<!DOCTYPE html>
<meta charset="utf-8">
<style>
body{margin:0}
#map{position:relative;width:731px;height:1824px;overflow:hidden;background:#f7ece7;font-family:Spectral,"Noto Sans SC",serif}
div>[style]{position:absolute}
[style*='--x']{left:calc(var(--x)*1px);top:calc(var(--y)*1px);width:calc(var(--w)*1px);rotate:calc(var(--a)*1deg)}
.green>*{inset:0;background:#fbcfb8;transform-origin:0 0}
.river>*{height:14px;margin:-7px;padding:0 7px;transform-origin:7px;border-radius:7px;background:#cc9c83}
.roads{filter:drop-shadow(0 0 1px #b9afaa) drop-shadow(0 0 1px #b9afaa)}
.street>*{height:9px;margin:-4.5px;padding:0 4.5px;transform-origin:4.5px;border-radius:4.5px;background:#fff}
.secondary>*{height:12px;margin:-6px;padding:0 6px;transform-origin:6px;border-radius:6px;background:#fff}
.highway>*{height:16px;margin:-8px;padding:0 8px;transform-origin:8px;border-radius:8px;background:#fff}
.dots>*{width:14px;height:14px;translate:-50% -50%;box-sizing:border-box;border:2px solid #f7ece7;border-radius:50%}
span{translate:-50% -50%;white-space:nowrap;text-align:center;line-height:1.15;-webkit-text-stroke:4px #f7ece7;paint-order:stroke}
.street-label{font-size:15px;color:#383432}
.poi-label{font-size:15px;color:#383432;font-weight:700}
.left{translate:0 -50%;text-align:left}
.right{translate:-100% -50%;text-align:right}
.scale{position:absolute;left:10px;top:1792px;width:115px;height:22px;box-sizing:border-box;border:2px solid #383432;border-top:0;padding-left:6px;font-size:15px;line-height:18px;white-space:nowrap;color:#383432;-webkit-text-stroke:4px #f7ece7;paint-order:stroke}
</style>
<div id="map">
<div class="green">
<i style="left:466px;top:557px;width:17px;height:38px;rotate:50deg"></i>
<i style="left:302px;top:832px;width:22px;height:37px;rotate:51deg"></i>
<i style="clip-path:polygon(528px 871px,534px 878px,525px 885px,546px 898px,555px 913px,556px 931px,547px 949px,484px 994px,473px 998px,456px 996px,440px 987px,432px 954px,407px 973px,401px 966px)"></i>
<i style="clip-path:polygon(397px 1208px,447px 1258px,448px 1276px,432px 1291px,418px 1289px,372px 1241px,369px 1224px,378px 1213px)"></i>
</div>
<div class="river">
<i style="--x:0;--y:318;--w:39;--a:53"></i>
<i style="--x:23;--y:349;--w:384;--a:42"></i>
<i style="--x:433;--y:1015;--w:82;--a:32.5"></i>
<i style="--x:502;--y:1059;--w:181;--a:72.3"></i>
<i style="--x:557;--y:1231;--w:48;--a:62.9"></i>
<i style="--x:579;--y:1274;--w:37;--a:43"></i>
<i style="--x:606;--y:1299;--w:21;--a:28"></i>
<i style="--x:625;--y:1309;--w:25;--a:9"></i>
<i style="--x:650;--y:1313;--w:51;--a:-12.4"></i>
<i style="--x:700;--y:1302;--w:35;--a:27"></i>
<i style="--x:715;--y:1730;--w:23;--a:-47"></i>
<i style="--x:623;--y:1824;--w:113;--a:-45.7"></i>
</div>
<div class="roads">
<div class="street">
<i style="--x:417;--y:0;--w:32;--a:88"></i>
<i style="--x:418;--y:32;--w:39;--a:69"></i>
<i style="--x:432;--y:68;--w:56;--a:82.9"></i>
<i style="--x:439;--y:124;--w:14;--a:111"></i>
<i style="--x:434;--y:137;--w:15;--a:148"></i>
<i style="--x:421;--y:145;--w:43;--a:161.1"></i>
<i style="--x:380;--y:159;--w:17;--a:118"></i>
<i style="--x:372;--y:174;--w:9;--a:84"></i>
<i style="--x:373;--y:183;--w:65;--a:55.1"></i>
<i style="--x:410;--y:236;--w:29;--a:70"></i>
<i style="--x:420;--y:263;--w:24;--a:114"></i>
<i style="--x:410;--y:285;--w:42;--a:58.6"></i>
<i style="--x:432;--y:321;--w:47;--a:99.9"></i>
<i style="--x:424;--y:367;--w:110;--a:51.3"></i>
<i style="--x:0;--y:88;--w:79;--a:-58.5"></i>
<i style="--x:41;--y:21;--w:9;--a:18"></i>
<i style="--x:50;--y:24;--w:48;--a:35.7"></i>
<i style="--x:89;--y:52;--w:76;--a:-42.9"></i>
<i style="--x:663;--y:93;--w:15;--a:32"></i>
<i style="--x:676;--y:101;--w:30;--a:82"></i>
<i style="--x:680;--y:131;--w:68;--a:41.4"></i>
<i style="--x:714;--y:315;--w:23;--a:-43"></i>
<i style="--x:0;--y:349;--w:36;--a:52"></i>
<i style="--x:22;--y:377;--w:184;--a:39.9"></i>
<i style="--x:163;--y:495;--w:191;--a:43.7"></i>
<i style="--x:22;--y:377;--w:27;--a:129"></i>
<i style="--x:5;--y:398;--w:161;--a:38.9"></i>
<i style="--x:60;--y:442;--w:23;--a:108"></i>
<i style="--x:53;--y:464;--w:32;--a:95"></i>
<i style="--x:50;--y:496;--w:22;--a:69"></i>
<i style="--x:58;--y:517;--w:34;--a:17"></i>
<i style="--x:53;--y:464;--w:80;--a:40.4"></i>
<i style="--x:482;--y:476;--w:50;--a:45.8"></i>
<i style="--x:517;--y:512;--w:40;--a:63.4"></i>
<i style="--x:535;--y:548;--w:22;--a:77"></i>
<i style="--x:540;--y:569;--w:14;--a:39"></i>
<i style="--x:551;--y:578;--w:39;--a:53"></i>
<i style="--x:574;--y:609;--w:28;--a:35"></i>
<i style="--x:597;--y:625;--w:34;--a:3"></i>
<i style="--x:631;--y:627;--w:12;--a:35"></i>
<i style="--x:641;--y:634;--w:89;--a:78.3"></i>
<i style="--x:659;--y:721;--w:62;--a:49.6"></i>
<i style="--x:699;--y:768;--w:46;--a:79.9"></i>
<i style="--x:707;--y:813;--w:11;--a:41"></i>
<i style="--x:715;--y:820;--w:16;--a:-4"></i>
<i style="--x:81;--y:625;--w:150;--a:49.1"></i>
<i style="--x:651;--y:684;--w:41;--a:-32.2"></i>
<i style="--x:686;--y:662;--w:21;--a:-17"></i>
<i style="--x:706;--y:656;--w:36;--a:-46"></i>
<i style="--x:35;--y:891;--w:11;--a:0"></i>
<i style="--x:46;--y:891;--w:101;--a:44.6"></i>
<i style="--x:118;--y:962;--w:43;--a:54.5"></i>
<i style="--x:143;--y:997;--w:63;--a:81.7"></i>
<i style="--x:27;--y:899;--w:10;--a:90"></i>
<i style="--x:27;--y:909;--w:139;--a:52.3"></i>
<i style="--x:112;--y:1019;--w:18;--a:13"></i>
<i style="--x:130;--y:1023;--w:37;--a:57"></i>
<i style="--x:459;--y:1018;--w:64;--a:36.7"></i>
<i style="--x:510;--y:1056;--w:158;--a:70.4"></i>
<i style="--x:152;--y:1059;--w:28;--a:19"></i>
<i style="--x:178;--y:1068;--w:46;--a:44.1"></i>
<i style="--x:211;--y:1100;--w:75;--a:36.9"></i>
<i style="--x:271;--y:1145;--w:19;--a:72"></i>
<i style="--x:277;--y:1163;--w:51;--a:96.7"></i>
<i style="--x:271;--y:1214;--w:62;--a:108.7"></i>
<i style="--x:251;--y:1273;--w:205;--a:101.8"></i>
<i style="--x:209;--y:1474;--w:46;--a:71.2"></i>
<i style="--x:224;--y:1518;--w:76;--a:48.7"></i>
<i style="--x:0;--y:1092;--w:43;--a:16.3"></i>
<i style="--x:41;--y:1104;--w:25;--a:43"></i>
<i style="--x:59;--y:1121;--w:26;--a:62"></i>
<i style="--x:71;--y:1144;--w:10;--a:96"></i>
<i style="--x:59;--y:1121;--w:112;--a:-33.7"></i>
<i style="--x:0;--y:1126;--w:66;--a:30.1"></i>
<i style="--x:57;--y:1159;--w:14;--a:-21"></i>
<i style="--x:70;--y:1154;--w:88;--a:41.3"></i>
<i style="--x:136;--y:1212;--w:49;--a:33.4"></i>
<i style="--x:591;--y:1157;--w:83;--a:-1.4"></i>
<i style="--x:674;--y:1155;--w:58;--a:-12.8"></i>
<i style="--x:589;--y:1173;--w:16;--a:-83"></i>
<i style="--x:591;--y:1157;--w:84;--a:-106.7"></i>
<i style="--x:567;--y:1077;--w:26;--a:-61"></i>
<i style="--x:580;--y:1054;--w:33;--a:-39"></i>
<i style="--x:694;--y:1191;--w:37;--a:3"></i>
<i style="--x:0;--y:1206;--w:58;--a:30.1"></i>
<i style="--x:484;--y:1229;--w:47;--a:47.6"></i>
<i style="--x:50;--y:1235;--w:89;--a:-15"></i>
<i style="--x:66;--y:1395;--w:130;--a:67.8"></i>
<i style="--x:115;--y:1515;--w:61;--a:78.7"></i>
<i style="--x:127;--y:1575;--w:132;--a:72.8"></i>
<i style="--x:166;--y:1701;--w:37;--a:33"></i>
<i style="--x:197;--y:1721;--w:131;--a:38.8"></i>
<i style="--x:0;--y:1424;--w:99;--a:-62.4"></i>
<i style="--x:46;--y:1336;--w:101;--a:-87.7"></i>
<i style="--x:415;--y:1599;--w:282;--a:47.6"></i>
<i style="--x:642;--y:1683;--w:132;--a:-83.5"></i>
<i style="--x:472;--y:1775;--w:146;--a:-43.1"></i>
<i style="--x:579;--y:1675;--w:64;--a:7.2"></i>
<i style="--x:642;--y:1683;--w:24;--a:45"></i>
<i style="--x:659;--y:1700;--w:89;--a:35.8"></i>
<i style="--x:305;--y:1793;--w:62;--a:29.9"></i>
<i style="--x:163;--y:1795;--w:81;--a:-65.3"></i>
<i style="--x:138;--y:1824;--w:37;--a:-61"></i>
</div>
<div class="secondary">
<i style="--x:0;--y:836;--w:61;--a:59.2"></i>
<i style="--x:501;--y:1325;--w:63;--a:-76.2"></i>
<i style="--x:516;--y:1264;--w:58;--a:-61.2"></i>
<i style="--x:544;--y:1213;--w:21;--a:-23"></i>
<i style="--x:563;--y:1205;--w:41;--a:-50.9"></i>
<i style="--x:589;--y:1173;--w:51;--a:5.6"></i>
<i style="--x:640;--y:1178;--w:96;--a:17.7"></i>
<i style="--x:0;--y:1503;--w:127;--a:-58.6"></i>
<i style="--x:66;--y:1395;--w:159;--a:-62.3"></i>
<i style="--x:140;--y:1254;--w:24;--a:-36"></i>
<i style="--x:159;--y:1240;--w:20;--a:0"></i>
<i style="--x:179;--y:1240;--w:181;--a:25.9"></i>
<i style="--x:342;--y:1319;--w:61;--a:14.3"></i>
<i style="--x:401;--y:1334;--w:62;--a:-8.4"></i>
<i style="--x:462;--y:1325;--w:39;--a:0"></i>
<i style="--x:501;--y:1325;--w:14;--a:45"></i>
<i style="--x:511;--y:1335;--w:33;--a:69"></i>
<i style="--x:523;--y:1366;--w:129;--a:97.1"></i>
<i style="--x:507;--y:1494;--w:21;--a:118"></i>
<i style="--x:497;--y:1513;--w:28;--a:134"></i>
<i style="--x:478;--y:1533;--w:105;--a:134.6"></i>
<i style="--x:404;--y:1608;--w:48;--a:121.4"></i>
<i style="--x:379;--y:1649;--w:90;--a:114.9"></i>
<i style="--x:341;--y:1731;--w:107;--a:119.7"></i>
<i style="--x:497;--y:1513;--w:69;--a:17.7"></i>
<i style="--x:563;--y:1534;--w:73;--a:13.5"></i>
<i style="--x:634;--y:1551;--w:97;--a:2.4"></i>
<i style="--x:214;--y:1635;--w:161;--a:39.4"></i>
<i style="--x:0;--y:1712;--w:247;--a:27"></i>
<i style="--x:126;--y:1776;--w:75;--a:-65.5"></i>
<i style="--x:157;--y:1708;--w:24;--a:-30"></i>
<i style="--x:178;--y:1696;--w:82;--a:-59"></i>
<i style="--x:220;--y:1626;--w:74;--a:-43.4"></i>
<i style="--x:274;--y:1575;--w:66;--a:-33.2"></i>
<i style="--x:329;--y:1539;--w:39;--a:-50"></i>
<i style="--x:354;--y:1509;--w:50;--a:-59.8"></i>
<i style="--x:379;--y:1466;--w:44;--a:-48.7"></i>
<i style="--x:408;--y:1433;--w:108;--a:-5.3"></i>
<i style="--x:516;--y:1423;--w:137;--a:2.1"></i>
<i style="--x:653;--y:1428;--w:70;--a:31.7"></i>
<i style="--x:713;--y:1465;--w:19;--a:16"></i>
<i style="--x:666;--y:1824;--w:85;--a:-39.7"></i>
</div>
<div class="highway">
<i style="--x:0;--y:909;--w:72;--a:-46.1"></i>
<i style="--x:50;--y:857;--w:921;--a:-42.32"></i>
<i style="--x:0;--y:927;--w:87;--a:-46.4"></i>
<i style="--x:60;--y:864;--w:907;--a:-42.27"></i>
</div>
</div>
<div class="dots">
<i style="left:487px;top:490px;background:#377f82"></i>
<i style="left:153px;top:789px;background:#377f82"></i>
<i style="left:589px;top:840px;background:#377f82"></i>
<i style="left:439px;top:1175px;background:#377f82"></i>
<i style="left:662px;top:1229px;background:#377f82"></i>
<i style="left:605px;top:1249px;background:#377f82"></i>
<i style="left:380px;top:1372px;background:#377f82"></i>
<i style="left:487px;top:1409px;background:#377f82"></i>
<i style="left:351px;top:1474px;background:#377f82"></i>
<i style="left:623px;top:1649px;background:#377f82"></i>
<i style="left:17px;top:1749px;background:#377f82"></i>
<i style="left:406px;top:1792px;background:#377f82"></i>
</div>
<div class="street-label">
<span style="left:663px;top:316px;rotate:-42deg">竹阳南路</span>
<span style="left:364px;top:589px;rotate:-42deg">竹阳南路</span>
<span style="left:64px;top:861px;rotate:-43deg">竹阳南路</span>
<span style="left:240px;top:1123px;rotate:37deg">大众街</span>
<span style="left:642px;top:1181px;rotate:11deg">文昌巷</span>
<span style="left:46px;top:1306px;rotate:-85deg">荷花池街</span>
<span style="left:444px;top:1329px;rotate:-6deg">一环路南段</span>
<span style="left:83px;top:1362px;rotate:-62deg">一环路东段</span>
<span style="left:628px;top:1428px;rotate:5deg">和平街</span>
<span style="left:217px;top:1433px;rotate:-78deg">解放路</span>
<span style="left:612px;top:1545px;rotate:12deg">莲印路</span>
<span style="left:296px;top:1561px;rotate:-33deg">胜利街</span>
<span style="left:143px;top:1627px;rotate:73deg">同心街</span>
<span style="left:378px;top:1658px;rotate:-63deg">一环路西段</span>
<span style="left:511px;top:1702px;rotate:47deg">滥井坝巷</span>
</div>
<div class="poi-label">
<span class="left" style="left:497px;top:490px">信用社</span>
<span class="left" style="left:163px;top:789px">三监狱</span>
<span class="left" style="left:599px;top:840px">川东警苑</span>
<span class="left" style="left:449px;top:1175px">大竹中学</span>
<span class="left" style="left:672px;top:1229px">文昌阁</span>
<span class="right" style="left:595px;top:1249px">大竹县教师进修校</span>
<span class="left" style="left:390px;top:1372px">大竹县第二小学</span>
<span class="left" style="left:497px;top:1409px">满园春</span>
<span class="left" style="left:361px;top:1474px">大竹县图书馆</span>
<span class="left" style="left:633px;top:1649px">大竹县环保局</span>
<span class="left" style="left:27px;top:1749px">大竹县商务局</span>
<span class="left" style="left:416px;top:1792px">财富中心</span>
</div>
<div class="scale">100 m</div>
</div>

▶ _INSTRUCTIONS FOR THE TASK_: Could you tally the lines in these records that contain the word "green" and give only the result?

▶ _PROBLEM SOLUTION_: 2